To test how time changes the effects of iron exposure, the researchers compared acute exposure lasting six to eight hours with chronic exposure lasting nine days. The Salk Institute said the short exposure produced little biochemical change, while the longer exposure altered many cell processes.

In the chronically exposed neurons, the team reported changes in iron-handling and antioxidant-defense proteins, increases in lipid peroxidation, buildup of harmful chemicals and loss of protective ones. When the researchers added further stress, the acutely exposed cells could withstand it, while the chronically exposed cells were more vulnerable, according to the Salk Institute.

A time-based form of ferroptosis

The pathway described by the researchers builds on ferroptosis, an iron-dependent cell death process linked to lipid peroxidation. Pam Maher, a Salk research professor and senior co-corresponding author, has studied ferroptosis for years, according to the institute.

The team’s findings suggest that prolonged iron stress can place neurons into a persistent state that does not necessarily kill the cells immediately.
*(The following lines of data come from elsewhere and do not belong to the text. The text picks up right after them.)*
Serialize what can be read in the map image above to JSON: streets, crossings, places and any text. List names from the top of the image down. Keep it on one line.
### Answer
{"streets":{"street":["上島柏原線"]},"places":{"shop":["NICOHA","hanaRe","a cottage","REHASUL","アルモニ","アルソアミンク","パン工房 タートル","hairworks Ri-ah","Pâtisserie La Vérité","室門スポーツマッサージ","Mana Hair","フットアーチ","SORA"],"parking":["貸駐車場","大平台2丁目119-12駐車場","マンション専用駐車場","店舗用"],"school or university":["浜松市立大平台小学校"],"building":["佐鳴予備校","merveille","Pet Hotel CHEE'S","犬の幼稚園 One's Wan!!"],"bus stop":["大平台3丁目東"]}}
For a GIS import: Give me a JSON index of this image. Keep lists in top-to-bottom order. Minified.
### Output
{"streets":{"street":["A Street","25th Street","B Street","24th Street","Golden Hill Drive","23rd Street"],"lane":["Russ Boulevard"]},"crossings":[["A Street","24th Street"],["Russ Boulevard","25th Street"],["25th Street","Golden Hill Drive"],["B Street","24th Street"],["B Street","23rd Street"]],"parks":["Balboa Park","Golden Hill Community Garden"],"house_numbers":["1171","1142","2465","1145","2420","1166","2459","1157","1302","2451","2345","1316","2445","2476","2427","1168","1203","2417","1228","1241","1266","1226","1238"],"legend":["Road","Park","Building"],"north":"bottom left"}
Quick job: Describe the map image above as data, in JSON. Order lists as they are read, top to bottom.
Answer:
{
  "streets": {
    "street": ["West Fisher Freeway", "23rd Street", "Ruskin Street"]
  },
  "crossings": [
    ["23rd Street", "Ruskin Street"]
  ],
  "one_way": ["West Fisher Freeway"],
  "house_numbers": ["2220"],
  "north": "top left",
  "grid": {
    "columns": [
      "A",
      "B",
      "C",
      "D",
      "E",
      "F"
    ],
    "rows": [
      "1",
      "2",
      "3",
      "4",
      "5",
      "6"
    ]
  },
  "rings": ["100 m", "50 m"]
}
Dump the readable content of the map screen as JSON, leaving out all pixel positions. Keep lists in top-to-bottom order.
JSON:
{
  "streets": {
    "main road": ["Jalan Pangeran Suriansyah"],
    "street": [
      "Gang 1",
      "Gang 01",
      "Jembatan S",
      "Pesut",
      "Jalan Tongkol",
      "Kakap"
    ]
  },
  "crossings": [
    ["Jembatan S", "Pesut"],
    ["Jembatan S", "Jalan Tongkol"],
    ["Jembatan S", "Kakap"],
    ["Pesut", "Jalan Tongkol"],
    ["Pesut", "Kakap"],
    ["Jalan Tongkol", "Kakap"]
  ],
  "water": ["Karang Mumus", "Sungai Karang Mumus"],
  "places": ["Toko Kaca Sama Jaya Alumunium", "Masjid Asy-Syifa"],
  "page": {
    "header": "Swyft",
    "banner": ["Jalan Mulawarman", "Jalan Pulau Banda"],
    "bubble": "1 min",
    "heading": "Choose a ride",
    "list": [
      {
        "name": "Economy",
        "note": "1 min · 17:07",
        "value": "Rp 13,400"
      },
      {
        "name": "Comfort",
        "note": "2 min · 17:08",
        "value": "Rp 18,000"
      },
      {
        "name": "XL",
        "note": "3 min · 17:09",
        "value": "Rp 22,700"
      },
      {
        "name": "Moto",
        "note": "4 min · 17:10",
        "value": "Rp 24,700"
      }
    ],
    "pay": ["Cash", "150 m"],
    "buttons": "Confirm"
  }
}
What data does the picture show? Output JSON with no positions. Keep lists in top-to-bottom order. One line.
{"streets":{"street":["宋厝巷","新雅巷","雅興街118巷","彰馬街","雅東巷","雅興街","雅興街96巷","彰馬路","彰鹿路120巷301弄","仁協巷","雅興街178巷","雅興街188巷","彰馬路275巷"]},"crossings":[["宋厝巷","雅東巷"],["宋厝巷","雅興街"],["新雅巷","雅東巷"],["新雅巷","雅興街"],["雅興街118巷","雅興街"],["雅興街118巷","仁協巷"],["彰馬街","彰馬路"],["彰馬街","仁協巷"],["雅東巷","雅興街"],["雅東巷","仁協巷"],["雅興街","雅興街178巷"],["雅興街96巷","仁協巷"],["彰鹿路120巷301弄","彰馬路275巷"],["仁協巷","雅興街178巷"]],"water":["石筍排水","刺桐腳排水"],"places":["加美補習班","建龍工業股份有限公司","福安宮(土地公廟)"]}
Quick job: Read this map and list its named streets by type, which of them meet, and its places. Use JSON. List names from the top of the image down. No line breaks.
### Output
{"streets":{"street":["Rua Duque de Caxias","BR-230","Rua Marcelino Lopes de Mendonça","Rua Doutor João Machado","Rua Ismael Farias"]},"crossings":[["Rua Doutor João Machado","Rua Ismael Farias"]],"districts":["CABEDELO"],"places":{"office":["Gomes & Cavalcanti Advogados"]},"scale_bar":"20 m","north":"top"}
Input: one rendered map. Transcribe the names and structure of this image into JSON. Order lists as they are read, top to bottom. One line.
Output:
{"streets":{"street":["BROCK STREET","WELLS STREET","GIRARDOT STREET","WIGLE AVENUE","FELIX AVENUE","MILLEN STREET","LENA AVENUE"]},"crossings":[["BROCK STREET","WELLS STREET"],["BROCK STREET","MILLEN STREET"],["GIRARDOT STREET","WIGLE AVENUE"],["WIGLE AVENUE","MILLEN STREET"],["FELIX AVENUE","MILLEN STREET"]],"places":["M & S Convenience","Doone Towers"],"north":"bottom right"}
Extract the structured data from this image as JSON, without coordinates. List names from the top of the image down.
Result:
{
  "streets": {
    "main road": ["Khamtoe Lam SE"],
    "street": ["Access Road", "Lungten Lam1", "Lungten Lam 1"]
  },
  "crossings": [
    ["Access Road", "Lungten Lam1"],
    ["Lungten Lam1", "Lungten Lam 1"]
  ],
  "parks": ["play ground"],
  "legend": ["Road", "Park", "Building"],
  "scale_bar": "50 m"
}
Instead, the researchers said, chronoferroptosis may reduce neuronal resilience and leave cells more likely to fail when they face added stress later.

Nawab John Dar, a postdoctoral researcher in Maher’s lab and co-corresponding author, said the model was designed to reflect the progressive nature of neurodegenerative disorders, according to the Salk Institute. Earlier experiments in the field often examined iron exposure over much shorter periods, the institute said.

Possible treatment direction

The study does not show that chronoferroptosis causes Alzheimer’s or Parkinson’s disease in patients. It does, however, point to chronic iron imbalance as a biological process that researchers may be able to track or influence.

The Salk Institute said future work could examine whether scientists can detect when neurons begin entering this vulnerable state. The researchers also said interventions that correct iron imbalance or strengthen neuron defenses could one day be explored as ways to delay neurodegeneration.

Maher said her lab has developed several compounds that inhibit the pathway, though those compounds were not tested in this study, according to the Salk Institute. The paper is titled “Sustained dysregulation of iron and glutathione homeostasis induces chronoferroptosis, a persistent ferroptotic adaptation in neuronal cells.”

This story draws on original reporting from Medical Xpress.